After my very non-traditional Christmas book review on Monday, it seems only fitting to go back to the classics for Christmas Eve.  My Christmas traditions are somehow much more centered around movies than books–I’ve reviewed A Charlie Brown Christmas and It’s a Wonderful Life, and here are some brief reviews from a few years back of several other favorites!

White Christmas – This is a fun story about two army buddies who make it big in show business after World War II.  One Christmas, they have to use their musical talents to help their former commanding officer–while wooing two beautiful sisters.  Starring Bing Crosby, Danny Kaye and Rosemary Clooney, this is full of musical numbers, including Bing’s signature song.  And I love the end scene with the reunited troops singing “We’ll Follow the Old Man” to the General.

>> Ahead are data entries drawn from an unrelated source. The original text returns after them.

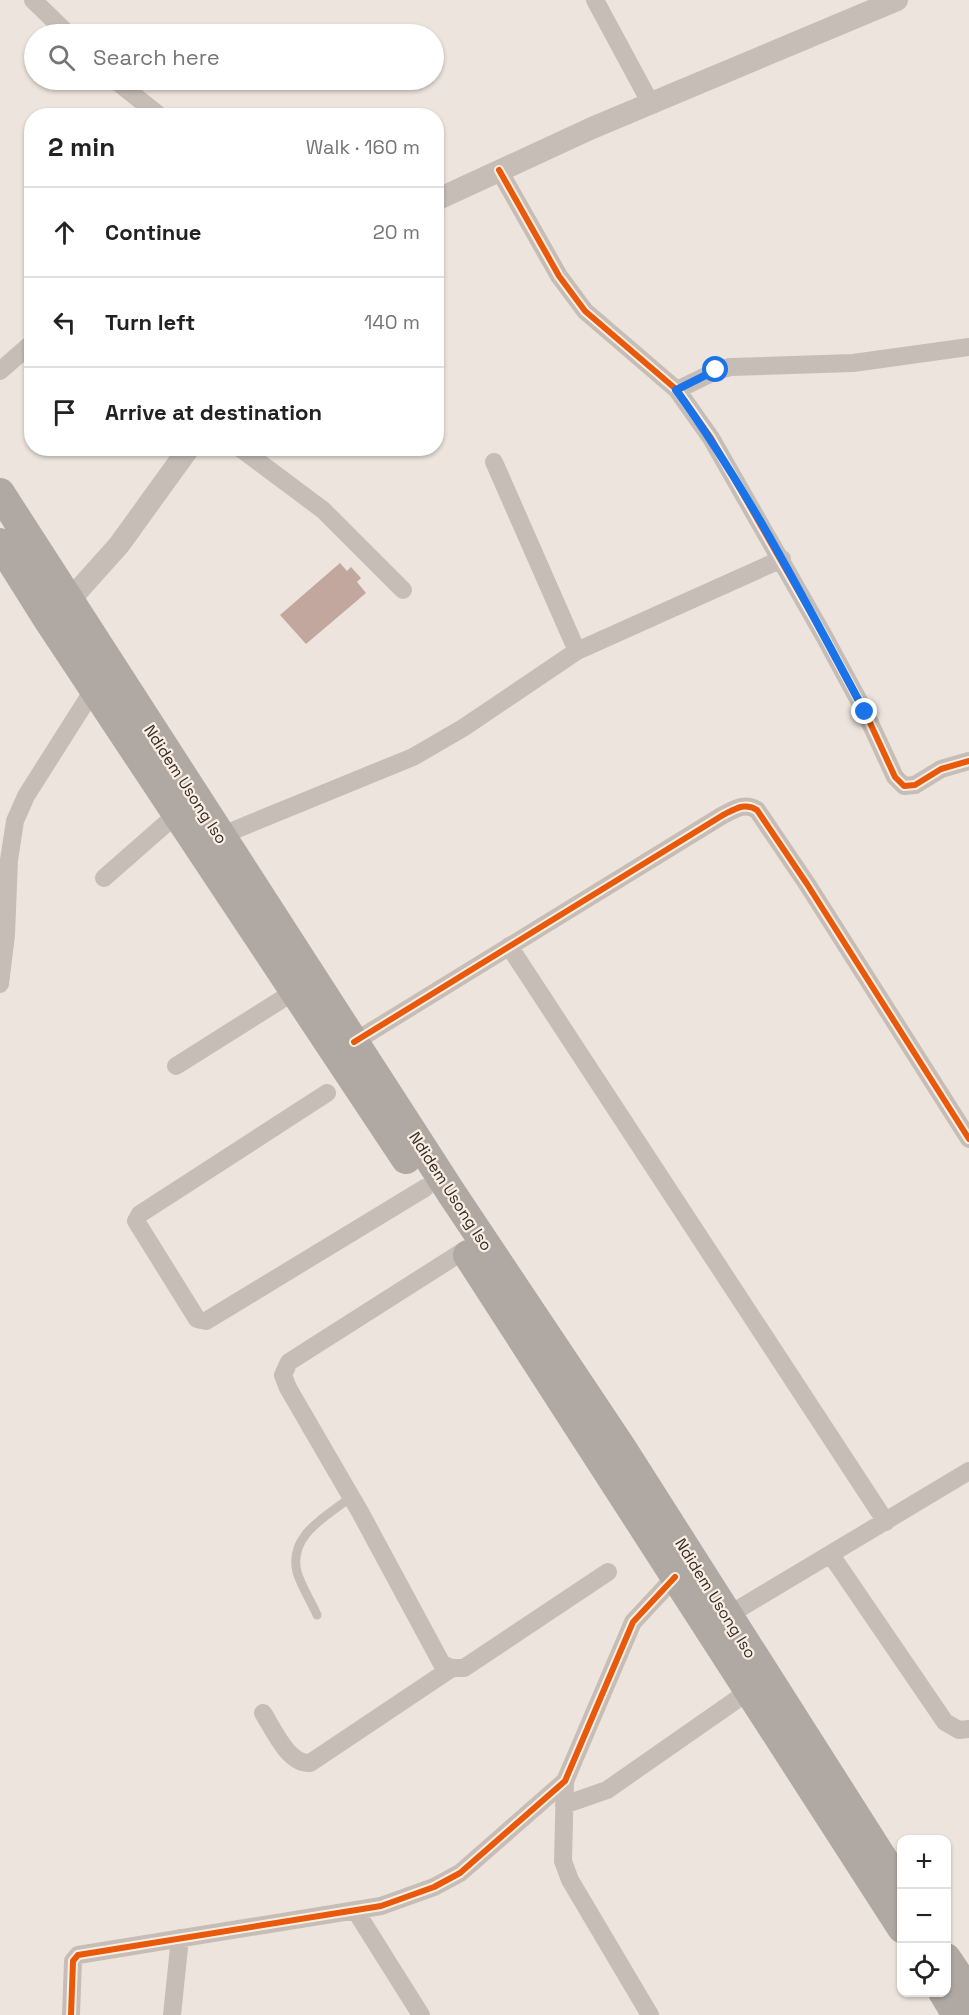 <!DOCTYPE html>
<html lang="en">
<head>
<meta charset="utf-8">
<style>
	:root { --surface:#fff; --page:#f6f6f6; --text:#222; --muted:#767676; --line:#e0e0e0 }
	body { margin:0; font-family:"Space Grotesk",sans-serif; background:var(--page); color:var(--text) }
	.controls { position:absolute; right:18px; bottom:18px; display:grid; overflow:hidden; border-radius:12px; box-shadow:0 2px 4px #0004 }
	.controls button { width:54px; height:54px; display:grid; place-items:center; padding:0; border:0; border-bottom:2px solid var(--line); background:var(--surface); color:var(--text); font:30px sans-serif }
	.stop { position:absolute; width:18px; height:18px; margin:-14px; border:4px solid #1a73e8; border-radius:50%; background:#fff }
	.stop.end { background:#1a73e8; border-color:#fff; box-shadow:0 2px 6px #0008 }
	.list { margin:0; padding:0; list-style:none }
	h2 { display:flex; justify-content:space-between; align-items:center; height:78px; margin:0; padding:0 24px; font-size:26px }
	h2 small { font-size:20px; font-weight:400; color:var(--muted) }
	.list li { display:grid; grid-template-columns:39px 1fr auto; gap:18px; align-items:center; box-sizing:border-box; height:90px; padding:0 24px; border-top:2px solid var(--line) }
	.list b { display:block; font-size:22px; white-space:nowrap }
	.list em { font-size:20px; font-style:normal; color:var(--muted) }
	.icon { flex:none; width:33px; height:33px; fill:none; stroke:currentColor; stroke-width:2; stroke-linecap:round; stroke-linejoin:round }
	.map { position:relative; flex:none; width:969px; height:2015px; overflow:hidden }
	.search { position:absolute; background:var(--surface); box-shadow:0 2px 4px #0004; left:24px; top:24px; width:420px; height:66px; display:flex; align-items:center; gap:15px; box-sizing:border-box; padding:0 21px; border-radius:33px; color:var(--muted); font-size:22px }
	.panel { position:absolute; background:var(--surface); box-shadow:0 2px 4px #0004; left:24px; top:108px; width:420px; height:348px; border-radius:24px }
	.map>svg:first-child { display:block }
	.building { fill:#c2a79e }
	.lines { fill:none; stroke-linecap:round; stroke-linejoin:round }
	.service { stroke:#c6bdb7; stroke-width:9 }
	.minor { stroke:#c6bdb7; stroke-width:18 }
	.tertiary { stroke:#c6bdb7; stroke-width:22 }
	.trunk { stroke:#b0a8a2; stroke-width:30 }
	.cycleway-casing { stroke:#faefe4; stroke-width:10 }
	.cycleway { stroke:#e8590c; stroke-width:6 }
	.route { stroke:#1a73e8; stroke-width:8 }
	.labels { text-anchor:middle; stroke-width:4.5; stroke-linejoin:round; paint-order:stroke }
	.street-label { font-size:16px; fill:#362a25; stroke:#faefe4 }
</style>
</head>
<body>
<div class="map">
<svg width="969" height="2015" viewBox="0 0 969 2015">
	<rect width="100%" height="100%" fill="#ede5dd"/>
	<path class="building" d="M340,563L347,571L351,567L361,578L357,582L366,593L306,644L280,615Z"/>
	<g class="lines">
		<path class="service" d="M317,1615C311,1601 301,1586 297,1572C288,1535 327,1516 351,1497"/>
		<path class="minor" d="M33,0L68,34
			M595,0L651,104
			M115,80L160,116
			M499,170L559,276L585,311L677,390L711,438L824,636L865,712L895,777L904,786L915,785L941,769L969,761
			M0,371L32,343
			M677,390L716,371L730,367L853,363L969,347
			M240,448L323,510L403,590
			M494,462L577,651
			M220,836L413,757L463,728L577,651L782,559
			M104,878L178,813
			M509,946L886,1522
			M0,984L6,935L9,860L15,821L26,796L95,687
			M354,1042L723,815C735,809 745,802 757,810L807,884L969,1139
			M176,1066L295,991
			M327,1093L140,1214L136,1221L197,1319L206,1321L425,1188
			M465,1250L289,1362L283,1375L288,1388L360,1512L442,1664L452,1668H464L608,1572
			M831,1555L945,1722L959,1730L969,1729
			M727,1616L969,1471
			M263,1713C274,1730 288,1764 310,1763L452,1668
			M565,1781L563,1861L570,1880L650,2015
			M564,1805L607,1790L749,1691
			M355,1910L421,2015
			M71,2015L73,1961L78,1955L381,1906L434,1887L460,1873L565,1781L633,1622L675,1577
			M172,2015L180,1938"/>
		<path class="tertiary" d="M436,200L592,128L897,0
			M59,612L119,545L189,448"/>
		<path class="trunk" d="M0,493L452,1194L621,1447L902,1889
			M0,543L49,621L406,1159
			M468,1255L902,1928
			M946,1958L969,1992
			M943,1992L957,2015"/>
		<g class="cycleway-casing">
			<path id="cycleway" d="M499,170L559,276L585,311L677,390L711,438L824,636L865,712L895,777L904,786L915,785L941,769L969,761
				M354,1042L723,815C735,809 745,802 757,810L807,884L969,1139
				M71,2015L73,1961L78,1955L381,1906L434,1887L460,1873L565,1781L633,1622L675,1577"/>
		</g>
		<use href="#cycleway" class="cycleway"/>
	</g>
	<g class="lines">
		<path class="route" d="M716,370L676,390C749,491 806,603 865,712"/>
	</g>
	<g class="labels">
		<g class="street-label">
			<text transform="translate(186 784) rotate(57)" y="6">Ndidem Usong Iso</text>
			<text transform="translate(451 1191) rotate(57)" y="6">Ndidem Usong Iso</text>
			<text transform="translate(716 1598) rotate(58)" y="6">Ndidem Usong Iso</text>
		</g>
	</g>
</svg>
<div class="controls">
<button>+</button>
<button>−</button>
<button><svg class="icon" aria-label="locate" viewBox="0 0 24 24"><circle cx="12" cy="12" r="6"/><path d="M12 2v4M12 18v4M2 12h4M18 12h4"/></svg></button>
</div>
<div class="stop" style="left:716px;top:370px"></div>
<div class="stop end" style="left:865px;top:712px"></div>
<div class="search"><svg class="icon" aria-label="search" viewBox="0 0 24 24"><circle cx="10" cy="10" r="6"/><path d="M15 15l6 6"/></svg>Search here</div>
<section class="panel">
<h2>2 min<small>Walk · 160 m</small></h2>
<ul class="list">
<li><svg class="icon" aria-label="ahead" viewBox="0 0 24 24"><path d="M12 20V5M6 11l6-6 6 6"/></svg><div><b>Continue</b></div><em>20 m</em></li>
<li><svg class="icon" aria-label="left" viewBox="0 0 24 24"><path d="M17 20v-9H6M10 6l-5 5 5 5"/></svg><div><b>Turn left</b></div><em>140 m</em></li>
<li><svg class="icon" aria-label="arrive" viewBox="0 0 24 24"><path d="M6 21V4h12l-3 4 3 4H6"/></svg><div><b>Arrive at destination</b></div></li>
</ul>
</section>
</div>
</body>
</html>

Holiday Inn – Bing Crosby seems to be the king of Christmas movies.  In this one, he’s in show business with Fred Astaire, until he decides to start Holiday Inn: an inn only open on holidays.  The movie actually covers the entire year, and Fred and Bing do musical numbers for every major holiday, in between vying for the same girl.  This movie has worked its way into my brain, and I find myself quoting the most random lines.  If you ever hear me say something will be as easy as peeling a turtle, I don’t know what it means either, but Bing Crosby said it.

You Can’t Take It With You – As far as I know, no one but me has ever connected this movie to Christmas.  And Christmas actually isn’t in it at all, but the feeling is right.  Lately I’ve been watching this while I wrap Christmas presents.  Like It’s a Wonderful Life, it’s directed by Frank Capra, and repeats half the cast.  Lionel Barrymore stars in a role so different from Mr. Potter, I didn’t recognize him the first time I watched the movie.  He presides as the kindly patriarch of a blissfully cheery and decidedly kooky family where everyone does just as they like–writing plays, dancing ballet, or designing fireworks.  Barrymore’s granddaughter falls in love with Jimmy Stewart, who comes from an uptight, big business-type family, and when the families come together, lifestyles clash with funny results.

How the Grinch Stole Christmas – The old, animated Grinch is so fun with the rhymes and the song and the familiar animation.  I won’t claim it’s a work of great art, but it’s one of those cozily familiar Christmas movies.

Joyeux Noel – By far the most modern movie on my list, this is about soldiers in WWI.  In opposite trenches one Christmas, the Scottish and French troops begin talking to the German troops, and the end up spending the day together.  When Christmas is over and everything is supposed to be normal, they can’t bring themselves to fight each other.  My favorite part is shortly after Christmas–the Germans get the word that the opposite trench will be shelled, so they go over to warn them, and invite them to stay in their trench for a while.  After it’s over, the French point out that their artillery will probably retaliate, so the Germans had better come over to their trench.  It’s so ridiculous and so beautiful!

I know there’s lots of other Christmas movies–what should I add to the list?

3 thoughts on “Classic Review(s): Christmas Movies

  1. Lory @ Emerald City Book Review

    Christmas in Connecticut is another classic but I had never heard of it till a few years ago. Barbara Stanwyck is fabulous.

  2. Oh, excellent choices. And although I’ve never though of ‘You Can’t Take It With You’ as a Christmas movie, it *is* one of my all-time favorites. If you don’t hate the Muppets, you should definitely try their version of ‘A Christmas Carol.’ Actually, it’s a surprisingly accurate rendition of Dickens with some excellent songs, and it’s definitely one of our family traditions!! 🙂

  3. dianem57

    You’ve covered all my holiday favorites, especially “White Christmas.” I love how they go to Vermont for the snow – and find there isn’t any yet that year! – and how they put on a show to help their former Army commander, “the old man.” It’s quite touching. The songs are great, too.